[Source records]
----

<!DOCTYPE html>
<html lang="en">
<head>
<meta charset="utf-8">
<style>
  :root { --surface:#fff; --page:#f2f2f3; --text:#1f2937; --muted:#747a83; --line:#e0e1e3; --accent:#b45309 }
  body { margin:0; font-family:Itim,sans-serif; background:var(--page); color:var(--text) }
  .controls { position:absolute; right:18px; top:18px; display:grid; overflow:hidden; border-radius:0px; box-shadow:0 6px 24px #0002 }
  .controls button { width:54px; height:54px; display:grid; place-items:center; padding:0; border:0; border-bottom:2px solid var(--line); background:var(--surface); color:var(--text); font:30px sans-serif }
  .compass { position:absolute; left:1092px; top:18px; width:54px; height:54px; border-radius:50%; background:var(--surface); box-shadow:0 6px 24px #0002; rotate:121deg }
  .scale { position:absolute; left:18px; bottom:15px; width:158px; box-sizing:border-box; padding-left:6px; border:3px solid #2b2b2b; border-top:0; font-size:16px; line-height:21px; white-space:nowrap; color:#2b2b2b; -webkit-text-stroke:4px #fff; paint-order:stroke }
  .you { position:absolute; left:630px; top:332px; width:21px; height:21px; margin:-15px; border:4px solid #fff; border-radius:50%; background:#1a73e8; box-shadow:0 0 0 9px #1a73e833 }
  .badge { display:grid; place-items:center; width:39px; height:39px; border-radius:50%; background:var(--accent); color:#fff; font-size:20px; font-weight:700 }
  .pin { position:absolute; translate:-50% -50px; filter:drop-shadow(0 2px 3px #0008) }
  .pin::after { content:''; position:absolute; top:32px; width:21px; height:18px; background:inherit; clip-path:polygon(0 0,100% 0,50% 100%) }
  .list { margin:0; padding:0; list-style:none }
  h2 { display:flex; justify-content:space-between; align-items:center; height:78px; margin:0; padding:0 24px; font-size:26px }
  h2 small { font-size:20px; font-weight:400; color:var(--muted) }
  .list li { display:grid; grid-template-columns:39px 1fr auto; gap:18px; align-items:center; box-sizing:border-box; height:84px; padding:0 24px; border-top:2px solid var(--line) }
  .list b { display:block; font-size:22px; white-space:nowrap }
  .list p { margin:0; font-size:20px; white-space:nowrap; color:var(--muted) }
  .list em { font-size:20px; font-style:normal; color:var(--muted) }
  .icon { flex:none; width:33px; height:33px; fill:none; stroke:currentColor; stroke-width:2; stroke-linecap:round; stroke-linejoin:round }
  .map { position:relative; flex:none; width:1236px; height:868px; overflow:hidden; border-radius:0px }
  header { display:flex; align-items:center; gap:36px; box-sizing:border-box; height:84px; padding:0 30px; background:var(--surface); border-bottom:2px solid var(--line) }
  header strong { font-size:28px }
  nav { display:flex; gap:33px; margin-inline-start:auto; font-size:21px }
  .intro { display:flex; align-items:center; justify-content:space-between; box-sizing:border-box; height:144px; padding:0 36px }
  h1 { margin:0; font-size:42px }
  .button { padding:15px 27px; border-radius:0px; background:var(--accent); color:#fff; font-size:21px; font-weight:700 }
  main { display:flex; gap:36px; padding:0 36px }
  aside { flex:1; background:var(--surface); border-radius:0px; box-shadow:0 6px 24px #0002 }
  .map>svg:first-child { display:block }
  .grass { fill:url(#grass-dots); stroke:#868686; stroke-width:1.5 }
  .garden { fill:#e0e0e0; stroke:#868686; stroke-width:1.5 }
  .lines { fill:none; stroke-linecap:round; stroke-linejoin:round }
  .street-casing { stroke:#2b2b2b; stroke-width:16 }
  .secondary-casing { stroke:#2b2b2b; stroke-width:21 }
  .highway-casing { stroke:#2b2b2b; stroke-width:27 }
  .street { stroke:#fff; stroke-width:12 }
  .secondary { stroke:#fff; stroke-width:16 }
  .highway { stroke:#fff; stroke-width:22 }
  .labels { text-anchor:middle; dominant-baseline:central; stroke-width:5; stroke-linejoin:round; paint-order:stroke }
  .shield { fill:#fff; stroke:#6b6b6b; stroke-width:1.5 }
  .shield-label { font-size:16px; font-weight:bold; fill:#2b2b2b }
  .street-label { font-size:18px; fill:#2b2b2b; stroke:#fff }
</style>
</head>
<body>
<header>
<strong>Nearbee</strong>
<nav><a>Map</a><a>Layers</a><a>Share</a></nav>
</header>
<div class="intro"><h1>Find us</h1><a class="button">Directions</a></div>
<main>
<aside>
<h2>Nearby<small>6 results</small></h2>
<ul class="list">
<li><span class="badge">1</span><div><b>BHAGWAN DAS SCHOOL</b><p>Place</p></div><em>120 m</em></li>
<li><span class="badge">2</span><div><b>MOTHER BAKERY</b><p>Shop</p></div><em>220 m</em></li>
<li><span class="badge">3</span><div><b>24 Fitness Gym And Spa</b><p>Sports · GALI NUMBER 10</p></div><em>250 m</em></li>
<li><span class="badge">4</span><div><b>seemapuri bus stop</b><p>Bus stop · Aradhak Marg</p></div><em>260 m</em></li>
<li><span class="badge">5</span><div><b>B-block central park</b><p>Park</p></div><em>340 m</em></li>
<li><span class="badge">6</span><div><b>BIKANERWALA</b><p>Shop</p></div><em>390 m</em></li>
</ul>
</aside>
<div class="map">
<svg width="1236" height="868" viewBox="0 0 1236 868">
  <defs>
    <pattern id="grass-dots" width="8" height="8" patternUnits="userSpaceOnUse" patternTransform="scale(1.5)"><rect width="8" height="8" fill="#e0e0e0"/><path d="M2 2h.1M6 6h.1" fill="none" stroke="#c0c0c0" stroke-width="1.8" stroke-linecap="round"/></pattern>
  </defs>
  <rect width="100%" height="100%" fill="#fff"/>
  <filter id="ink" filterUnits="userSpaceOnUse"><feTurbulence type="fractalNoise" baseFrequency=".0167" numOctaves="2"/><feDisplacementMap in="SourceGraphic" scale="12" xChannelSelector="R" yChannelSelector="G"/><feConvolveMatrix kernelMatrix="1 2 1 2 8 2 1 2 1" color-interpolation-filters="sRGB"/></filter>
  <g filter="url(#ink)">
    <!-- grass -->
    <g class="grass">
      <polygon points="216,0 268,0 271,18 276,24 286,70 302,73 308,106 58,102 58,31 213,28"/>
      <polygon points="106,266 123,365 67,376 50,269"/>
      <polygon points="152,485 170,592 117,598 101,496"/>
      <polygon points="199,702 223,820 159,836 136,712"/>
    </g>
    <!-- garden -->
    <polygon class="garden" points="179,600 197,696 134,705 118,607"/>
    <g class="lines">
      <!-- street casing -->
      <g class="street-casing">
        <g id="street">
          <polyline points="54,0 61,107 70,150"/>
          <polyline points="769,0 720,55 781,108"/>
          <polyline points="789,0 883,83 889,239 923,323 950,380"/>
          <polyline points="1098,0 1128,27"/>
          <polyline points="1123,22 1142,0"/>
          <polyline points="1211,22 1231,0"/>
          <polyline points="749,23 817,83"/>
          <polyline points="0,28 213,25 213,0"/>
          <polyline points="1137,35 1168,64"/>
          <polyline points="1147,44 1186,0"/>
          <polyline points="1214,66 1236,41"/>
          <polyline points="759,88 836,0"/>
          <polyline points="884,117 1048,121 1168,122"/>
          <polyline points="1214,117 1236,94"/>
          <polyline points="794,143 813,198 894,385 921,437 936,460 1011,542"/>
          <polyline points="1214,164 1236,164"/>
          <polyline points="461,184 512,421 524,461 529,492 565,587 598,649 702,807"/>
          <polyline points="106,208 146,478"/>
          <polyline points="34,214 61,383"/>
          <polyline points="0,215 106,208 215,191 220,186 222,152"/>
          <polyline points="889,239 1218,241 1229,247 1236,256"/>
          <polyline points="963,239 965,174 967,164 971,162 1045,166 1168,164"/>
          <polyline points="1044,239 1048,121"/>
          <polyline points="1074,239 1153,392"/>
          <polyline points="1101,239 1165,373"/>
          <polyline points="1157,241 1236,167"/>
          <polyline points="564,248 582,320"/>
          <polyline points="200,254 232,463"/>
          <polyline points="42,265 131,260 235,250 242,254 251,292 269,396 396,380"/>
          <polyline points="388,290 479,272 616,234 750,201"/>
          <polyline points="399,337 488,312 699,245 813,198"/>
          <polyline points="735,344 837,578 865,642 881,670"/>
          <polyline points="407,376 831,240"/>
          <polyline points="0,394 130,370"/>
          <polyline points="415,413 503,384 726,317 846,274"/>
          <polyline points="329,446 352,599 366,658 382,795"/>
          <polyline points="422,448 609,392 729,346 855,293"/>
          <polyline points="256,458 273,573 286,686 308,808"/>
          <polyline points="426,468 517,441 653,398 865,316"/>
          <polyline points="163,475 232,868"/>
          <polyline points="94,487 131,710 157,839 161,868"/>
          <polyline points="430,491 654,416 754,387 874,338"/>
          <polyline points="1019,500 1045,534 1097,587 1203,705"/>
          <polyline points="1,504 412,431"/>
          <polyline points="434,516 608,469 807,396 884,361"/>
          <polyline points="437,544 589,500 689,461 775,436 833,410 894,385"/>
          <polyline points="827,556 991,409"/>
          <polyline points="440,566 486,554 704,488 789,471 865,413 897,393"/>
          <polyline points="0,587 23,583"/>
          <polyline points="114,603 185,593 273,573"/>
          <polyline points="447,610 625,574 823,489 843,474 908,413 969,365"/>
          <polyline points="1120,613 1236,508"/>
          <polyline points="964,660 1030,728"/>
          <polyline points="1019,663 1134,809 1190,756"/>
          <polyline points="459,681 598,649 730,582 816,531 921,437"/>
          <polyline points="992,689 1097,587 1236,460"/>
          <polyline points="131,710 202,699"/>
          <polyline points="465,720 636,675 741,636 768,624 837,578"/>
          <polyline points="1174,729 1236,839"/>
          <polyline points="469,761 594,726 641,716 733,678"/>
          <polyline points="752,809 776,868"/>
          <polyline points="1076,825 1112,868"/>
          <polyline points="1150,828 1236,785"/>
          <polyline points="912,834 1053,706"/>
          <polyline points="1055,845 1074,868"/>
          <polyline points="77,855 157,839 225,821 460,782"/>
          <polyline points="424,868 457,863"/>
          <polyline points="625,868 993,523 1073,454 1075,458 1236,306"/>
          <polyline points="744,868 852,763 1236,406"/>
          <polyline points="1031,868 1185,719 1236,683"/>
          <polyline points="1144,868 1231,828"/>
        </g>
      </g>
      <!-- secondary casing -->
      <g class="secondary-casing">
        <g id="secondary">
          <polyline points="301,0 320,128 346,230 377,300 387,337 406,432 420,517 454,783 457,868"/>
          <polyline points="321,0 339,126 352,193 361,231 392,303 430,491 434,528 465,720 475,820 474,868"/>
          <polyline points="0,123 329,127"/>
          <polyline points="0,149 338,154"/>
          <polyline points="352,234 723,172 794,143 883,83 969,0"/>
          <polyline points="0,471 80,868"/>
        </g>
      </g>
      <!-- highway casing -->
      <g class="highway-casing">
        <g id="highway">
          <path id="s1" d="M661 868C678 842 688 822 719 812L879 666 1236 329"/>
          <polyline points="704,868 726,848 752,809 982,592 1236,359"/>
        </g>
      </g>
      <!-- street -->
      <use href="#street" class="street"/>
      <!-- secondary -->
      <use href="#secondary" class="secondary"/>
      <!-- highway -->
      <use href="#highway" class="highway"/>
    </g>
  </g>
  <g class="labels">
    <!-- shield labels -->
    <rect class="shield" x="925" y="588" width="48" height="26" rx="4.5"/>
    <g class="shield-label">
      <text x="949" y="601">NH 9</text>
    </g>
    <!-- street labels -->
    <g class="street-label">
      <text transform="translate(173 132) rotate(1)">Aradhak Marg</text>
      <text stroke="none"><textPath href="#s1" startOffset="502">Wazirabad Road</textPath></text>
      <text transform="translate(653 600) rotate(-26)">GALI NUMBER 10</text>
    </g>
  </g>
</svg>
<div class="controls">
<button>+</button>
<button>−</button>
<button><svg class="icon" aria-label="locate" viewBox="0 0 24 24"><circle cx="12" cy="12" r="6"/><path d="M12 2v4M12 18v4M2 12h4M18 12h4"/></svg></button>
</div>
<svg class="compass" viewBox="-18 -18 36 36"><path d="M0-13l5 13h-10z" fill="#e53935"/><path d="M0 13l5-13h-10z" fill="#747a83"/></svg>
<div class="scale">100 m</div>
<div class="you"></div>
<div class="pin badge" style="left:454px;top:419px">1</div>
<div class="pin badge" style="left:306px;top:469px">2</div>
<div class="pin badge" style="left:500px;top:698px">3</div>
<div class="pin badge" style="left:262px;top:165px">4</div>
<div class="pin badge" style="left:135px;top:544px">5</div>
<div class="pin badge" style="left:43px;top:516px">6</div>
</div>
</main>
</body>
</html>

----

The answer must consist of every line from the entries above that contains the string "sans".

Solved exercise:
  body { margin:0; font-family:Itim,sans-serif; background:var(--page); color:var(--text) }
  .controls button { width:54px; height:54px; display:grid; place-items:center; padding:0; border:0; border-bottom:2px solid var(--line); background:var(--surface); color:var(--text); font:30px sans-serif }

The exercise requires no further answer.